* **Task objective**
Give back the whole listing word for word and skip each picture.

* **Excerpted data**
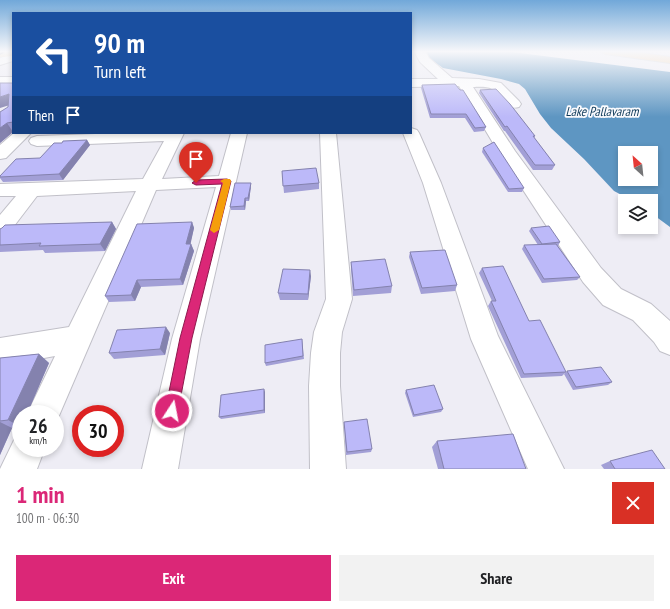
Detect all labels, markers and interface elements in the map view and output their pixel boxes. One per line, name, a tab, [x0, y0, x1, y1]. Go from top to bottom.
text: 90 m	[94, 24, 145, 61]
icon: left	[28, 28, 80, 80]
text: Turn left	[94, 60, 146, 83]
water label: Lake Pallavaram	[566, 103, 640, 120]
icon: arrive	[62, 104, 84, 126]
text: Then	[28, 106, 54, 125]
pin	[179, 142, 213, 183]
north arrow	[618, 146, 658, 186]
map controls	[618, 146, 658, 234]
icon: arrive	[185, 148, 207, 170]
button: layers	[618, 194, 658, 234]
position arrow	[151, 390, 193, 432]
speed limit sign: 30	[72, 405, 124, 457]
text: 26	[28, 413, 48, 439]
text: km/h	[29, 434, 47, 447]
text: 1 min	[16, 479, 64, 510]
button: close	[612, 482, 654, 524]
text: 100 m · 06:30	[16, 510, 79, 527]
button: Exit	[16, 555, 331, 601]
button: Share	[339, 555, 654, 601]

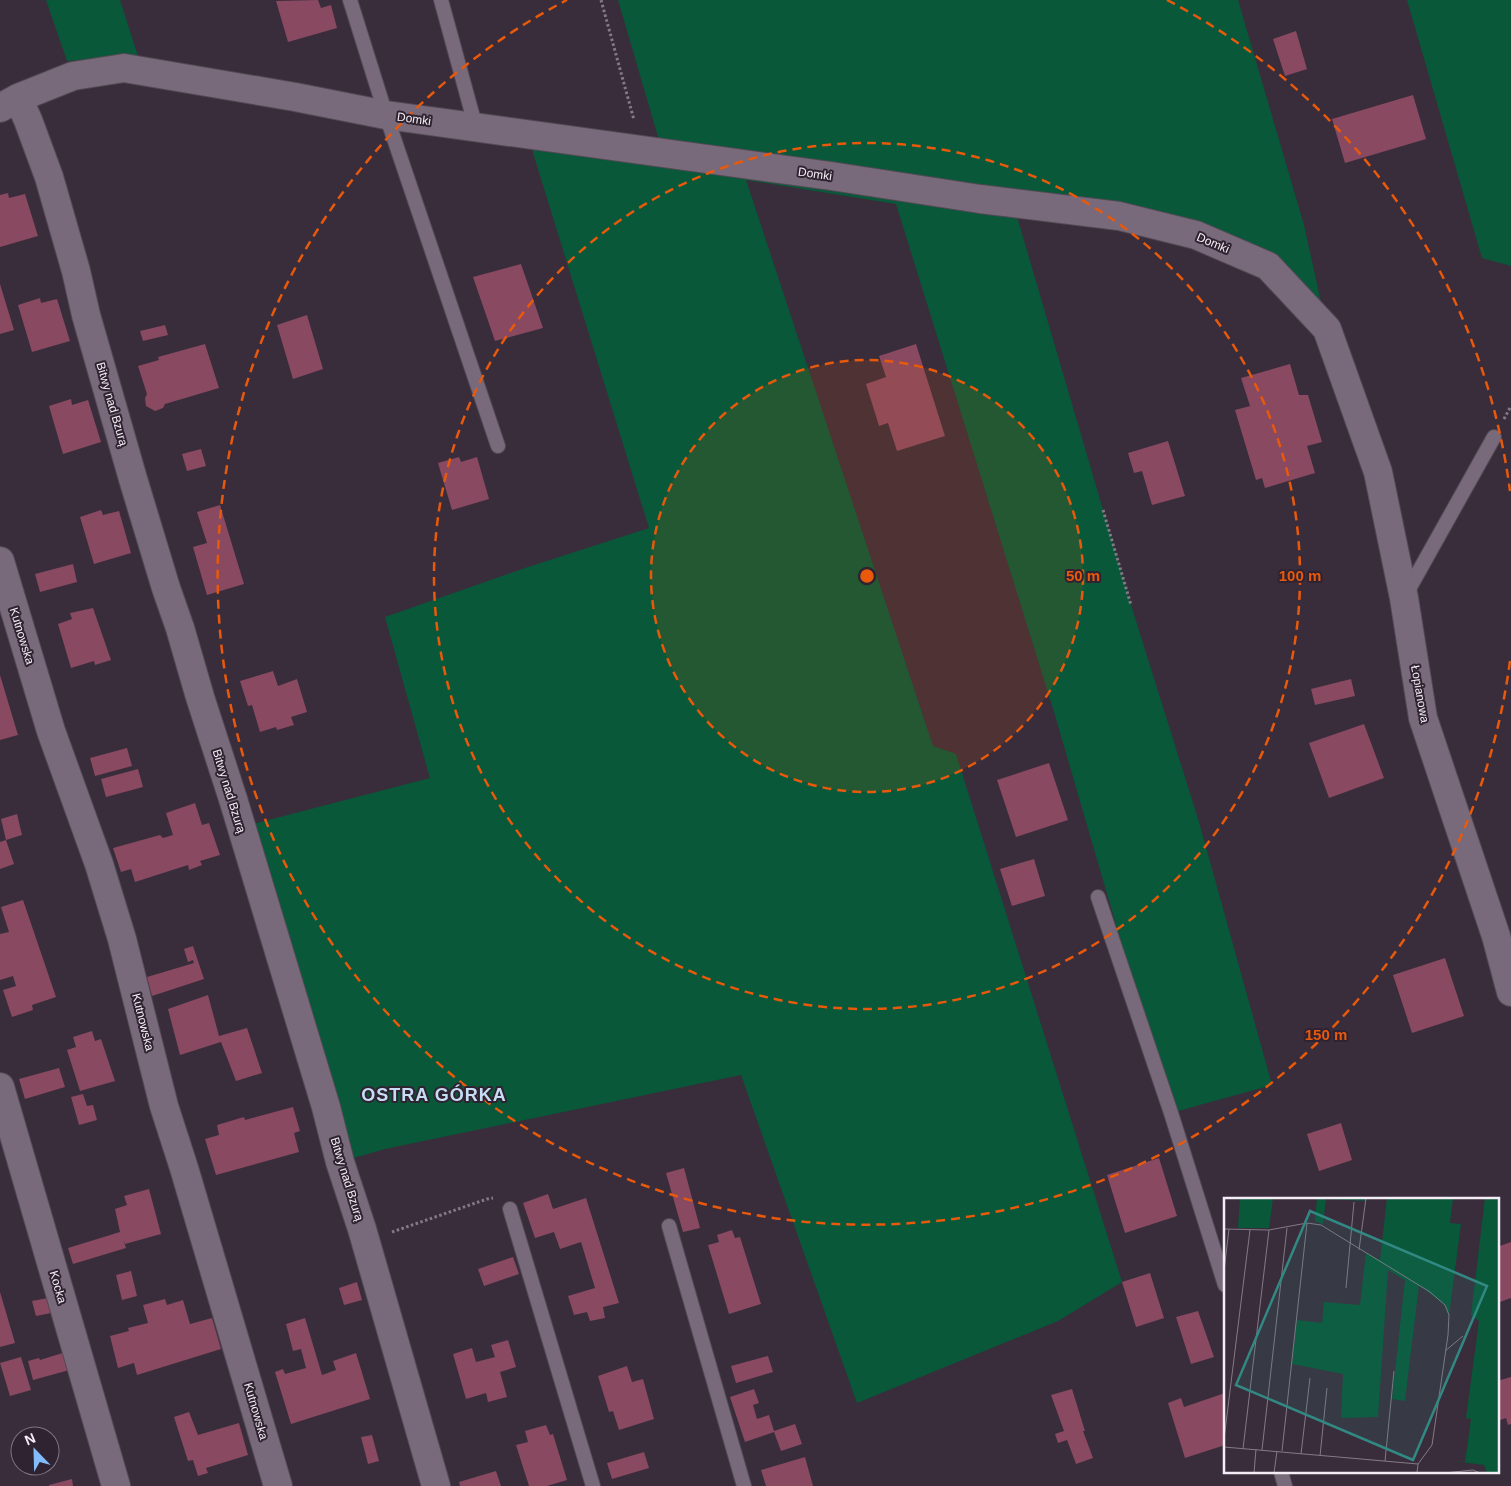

* **Your response**
Detect all labels, markers and interface elements in the map view and output their pixel boxes. One per line, name, a tab, [x0, y0, x1, y1]. Go from top to bottom.
text: 90 m	[94, 24, 145, 61]
icon: left	[28, 28, 80, 80]
text: Turn left	[94, 60, 146, 83]
water label: Lake Pallavaram	[566, 103, 640, 120]
icon: arrive	[62, 104, 84, 126]
text: Then	[28, 106, 54, 125]
pin	[179, 142, 213, 183]
north arrow	[618, 146, 658, 186]
map controls	[618, 146, 658, 234]
icon: arrive	[185, 148, 207, 170]
button: layers	[618, 194, 658, 234]
position arrow	[151, 390, 193, 432]
speed limit sign: 30	[72, 405, 124, 457]
text: 26	[28, 413, 48, 439]
text: km/h	[29, 434, 47, 447]
text: 1 min	[16, 479, 64, 510]
button: close	[612, 482, 654, 524]
text: 100 m · 06:30	[16, 510, 79, 527]
button: Exit	[16, 555, 331, 601]
button: Share	[339, 555, 654, 601]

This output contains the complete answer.